● WHAT THIS TASK INVOLVES:
Return each line of the listing that has the word "debefa" in it.

□ □ □ □ □ □ □

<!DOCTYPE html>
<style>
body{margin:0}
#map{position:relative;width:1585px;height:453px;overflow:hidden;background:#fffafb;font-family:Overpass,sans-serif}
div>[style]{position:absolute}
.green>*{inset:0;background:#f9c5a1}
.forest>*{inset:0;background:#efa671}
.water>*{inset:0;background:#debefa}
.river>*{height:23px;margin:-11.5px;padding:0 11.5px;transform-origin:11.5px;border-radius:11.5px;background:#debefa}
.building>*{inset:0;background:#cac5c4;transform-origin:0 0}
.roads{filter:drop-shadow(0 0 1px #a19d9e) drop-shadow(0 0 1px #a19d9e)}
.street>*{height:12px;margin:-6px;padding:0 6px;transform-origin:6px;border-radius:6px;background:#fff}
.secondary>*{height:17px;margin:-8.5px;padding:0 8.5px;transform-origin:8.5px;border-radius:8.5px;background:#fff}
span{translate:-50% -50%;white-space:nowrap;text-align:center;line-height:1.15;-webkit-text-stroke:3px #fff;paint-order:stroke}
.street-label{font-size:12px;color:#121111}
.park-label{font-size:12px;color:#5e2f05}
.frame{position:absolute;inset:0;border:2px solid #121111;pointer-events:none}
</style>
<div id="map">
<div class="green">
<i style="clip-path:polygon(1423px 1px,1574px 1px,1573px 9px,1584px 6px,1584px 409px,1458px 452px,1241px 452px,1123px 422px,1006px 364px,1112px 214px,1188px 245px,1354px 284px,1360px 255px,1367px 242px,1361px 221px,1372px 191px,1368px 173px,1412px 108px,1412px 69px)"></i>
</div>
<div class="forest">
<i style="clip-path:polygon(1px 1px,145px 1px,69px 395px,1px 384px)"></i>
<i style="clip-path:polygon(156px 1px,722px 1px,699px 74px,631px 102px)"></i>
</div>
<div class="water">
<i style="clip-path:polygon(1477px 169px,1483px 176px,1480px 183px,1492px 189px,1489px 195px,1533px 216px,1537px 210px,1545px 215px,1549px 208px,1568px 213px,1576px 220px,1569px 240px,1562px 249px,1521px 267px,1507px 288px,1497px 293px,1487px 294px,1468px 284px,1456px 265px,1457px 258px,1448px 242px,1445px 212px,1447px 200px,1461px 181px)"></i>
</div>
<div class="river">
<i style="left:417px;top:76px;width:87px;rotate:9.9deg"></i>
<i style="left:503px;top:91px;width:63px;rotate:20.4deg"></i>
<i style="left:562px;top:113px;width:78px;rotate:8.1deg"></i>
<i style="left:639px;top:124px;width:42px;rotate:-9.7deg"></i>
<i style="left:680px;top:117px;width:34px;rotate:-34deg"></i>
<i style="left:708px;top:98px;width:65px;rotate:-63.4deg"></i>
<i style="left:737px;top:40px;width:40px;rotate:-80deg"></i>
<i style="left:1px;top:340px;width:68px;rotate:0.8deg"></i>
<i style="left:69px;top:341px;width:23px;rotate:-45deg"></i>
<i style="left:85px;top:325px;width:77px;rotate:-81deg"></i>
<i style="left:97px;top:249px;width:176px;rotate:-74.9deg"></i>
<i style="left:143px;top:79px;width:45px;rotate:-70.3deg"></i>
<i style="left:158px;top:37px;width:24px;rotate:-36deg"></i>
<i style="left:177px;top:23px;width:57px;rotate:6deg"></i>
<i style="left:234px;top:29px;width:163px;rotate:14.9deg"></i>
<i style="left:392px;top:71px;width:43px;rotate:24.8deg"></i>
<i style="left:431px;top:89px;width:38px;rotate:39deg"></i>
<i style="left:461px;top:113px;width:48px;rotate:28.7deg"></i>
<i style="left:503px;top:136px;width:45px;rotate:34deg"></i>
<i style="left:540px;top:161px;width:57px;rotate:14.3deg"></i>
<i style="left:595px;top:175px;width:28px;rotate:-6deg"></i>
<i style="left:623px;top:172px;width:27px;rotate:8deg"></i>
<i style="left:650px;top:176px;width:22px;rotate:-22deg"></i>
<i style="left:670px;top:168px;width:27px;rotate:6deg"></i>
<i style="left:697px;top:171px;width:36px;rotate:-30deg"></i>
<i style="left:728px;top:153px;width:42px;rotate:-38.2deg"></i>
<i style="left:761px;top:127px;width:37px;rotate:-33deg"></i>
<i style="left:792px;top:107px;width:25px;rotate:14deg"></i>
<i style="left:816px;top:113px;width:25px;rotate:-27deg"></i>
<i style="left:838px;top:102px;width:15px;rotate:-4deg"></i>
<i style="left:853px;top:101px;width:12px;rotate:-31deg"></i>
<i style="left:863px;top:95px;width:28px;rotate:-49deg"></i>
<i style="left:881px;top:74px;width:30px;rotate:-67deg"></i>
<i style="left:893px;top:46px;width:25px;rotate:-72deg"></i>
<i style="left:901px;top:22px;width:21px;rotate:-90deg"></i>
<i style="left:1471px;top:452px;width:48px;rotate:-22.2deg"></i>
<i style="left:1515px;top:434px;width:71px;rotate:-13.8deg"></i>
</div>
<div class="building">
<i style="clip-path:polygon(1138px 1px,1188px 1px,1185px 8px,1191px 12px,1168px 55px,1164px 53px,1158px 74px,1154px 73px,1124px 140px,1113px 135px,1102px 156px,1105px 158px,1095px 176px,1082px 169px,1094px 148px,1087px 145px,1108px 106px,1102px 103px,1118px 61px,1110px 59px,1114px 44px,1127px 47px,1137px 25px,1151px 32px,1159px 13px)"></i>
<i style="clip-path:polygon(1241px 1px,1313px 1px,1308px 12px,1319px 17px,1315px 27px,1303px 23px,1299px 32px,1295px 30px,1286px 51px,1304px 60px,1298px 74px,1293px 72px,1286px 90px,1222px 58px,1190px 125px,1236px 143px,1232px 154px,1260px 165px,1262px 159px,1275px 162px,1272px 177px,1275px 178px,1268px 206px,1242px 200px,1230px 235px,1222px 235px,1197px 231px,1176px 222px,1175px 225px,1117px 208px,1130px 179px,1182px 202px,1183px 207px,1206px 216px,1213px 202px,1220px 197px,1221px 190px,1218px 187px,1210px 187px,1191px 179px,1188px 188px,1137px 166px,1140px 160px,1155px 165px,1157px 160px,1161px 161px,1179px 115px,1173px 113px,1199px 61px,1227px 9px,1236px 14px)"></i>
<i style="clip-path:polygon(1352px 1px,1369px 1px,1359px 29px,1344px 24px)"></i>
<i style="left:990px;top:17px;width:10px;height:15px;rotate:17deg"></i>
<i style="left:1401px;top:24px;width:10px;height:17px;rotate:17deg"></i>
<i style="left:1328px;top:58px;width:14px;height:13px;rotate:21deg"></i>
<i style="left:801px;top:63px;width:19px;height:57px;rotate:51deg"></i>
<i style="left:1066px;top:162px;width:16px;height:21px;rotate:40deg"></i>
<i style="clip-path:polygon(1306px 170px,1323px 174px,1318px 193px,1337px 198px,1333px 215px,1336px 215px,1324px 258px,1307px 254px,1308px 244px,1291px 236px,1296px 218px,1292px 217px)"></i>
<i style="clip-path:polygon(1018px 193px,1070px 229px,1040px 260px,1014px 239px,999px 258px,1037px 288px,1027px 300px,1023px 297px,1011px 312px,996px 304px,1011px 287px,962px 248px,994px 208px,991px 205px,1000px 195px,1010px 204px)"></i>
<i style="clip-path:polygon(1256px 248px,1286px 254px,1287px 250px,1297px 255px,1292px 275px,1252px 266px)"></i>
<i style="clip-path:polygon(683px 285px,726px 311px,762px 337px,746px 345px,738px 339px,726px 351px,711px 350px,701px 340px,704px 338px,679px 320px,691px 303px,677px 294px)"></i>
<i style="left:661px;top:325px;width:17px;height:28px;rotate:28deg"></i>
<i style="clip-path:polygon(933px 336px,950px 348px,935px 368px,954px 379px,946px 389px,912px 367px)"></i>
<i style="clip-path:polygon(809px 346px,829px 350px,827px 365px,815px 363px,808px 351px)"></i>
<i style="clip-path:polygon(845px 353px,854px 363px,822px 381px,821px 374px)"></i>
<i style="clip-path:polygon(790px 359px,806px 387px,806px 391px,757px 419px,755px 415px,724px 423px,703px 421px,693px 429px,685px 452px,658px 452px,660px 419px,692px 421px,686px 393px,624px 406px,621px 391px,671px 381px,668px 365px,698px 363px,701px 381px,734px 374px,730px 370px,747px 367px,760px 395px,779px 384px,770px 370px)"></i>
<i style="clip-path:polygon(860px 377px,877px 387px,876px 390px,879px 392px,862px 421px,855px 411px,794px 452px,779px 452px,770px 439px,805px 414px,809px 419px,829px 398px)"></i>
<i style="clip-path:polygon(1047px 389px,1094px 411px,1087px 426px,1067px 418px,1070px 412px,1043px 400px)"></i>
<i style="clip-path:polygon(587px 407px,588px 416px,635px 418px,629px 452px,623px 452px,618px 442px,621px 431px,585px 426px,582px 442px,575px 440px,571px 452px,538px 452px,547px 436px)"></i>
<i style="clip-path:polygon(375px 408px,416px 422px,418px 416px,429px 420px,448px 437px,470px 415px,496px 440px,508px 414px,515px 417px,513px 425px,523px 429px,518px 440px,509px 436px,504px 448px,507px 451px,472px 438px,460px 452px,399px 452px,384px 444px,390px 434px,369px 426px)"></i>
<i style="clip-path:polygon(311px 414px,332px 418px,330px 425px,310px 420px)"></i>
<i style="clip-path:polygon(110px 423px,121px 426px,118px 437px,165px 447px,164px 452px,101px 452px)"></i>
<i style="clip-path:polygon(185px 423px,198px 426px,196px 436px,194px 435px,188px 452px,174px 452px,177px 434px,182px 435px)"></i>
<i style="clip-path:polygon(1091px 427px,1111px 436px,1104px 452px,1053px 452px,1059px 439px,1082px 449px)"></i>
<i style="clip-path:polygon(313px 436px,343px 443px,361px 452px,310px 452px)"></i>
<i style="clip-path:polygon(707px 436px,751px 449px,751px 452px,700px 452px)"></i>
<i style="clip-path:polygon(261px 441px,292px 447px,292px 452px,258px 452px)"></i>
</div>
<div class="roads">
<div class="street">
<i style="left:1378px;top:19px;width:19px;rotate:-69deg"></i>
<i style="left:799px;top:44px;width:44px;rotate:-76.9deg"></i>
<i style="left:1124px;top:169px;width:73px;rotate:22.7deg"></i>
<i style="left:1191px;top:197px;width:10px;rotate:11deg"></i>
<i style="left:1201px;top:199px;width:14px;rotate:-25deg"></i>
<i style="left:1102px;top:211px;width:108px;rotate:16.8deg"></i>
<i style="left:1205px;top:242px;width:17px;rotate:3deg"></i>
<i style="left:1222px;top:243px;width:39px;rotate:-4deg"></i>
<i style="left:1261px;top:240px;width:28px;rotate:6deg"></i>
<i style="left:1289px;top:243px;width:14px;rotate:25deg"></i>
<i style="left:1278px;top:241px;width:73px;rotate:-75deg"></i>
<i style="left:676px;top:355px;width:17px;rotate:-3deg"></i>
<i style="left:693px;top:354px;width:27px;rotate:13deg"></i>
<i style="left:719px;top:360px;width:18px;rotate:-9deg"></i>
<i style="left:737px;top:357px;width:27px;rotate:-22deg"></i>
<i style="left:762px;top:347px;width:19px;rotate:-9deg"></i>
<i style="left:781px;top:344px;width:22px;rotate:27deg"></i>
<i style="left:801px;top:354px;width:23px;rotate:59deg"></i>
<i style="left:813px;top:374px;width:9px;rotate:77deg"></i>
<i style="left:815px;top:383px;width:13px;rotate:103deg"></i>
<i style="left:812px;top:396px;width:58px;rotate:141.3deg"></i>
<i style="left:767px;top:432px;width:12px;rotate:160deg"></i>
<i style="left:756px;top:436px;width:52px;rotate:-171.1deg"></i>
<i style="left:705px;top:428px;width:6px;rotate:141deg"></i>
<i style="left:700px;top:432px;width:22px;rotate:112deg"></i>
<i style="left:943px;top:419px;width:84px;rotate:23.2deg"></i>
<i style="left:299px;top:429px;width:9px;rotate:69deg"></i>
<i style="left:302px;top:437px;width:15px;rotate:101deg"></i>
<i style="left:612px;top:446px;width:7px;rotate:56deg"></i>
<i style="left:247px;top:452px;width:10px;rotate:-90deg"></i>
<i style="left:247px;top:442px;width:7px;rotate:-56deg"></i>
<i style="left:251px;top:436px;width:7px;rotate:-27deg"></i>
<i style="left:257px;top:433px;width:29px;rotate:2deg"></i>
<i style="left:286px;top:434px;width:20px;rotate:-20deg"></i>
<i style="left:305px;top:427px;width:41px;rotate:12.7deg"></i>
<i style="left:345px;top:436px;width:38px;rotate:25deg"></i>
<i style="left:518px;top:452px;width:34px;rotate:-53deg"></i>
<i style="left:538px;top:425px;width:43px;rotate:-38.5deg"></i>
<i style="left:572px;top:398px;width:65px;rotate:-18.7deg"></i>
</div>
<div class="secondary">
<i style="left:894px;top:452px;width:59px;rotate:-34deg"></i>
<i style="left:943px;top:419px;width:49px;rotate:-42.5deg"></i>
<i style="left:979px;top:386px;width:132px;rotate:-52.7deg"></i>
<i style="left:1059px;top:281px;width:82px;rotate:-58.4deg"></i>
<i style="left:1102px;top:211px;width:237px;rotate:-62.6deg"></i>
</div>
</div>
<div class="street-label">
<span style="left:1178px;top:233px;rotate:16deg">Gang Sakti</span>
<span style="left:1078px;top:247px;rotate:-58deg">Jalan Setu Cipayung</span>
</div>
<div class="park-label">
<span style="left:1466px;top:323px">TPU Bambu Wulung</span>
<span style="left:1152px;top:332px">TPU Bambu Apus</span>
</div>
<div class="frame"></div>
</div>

□ □ □ □ □ □ □

● RESPONSE TO THE EXERCISE:
.water>*{inset:0;background:#debefa}
.river>*{height:23px;margin:-11.5px;padding:0 11.5px;transform-origin:11.5px;border-radius:11.5px;background:#debefa}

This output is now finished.